In the PyMC Labs study, the researchers compared each AI response to five anchor statements that represented the Likert scale from “definitely not” to “definitely yes.” That’s how they measured how close an AI’s free-text answer was to a real human reaction.
We’ll do a simplified version of that for marketing. Instead of “purchase intent,” our anchors will capture customer sentiment or decision confidence toward your product or message.
You’ll create:
A short set of five anchor statements that represent your customer’s mindset from strongly negative to strongly positive. These act as “reference points” for your digital-twin customer when evaluating new ideas, campaigns, or positioning.
Do the following steps:
1. Start with your behavioral insights from Step 2.
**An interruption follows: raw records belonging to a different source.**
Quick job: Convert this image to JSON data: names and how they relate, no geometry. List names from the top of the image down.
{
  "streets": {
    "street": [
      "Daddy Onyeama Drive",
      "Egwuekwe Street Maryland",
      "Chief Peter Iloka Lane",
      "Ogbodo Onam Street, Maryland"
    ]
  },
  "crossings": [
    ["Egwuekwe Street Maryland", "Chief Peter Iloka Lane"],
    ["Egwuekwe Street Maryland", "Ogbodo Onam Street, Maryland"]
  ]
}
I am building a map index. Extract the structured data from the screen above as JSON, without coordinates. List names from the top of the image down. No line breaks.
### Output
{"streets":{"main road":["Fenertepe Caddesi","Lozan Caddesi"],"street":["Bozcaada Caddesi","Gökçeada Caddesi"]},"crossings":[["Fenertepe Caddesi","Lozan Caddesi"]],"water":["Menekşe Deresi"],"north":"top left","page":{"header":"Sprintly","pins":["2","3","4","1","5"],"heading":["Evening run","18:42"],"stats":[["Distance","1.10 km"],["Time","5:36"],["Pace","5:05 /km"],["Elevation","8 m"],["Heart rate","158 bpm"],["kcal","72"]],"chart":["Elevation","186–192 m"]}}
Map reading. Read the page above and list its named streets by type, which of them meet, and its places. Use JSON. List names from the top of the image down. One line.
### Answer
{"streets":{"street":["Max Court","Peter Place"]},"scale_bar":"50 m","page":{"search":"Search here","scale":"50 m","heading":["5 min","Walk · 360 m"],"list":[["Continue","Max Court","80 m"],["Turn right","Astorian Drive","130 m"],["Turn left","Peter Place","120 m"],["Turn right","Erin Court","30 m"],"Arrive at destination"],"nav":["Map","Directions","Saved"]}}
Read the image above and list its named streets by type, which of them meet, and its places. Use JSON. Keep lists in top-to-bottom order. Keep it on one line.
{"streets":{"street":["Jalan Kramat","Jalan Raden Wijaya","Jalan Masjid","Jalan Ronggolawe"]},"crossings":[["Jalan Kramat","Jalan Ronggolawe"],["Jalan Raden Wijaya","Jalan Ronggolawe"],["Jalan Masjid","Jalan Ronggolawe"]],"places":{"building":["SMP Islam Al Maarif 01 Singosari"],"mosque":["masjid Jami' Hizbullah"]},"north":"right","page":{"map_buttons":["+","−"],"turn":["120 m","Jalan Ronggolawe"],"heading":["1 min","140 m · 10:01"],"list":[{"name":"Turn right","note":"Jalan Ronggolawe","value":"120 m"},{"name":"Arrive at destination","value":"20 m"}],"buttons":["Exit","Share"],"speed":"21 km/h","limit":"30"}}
You don’t need to analyze them yourself. Just paste your list of motivations, objections, and emotional drivers into the next prompt. The AI will use this context to figure out what “yes” and “no” sound like in your customer’s voice.
Based on the customer insights uploaded, create five anchor statements that represent how a customer might respond to a new product or message — ranging from “definitely not interested” to “definitely yes.”
The statements should:
Sound like real customer language
Reflect emotional tone and reasoning (not just numbers)
Be short, clear, and natural
Output in this format:
1. Definitely not → [statement]
2. Probably not → [statement]
3. Unsure → [statement]
4. Probably yes → [statement]
5. Definitely yes → [statement]
Example Output
Definitely not: “This sounds too complex for our team — not worth switching.”
Probably not: “It’s interesting, but I’m not sure it solves our core problem.”
Unsure: “I can see the value, but I’d need proof it integrates with our stack.”
Probably yes: “This could replace two of our current tools — I’d want a demo.”
Definitely yes: “This is exactly what we’ve been looking for — I’d buy it today.”
Step 4: Build Your Digital Twin Customer
Now that you have your anchor statements, it’s time to bring everything together, your behavioral insights and semantic anchors, inside an AI project to build your digital twin.
In the PyMC Labs × Colgate study, this was the moment the researchers “conditioned” the model: they told it who it was and let it respond to new concepts as if it were a real person.
We’ll do the same thing just applied to B2B marketing.
You’ll create a Digital Twin Customer inside Claude Projects (or ChatGPT if you prefer).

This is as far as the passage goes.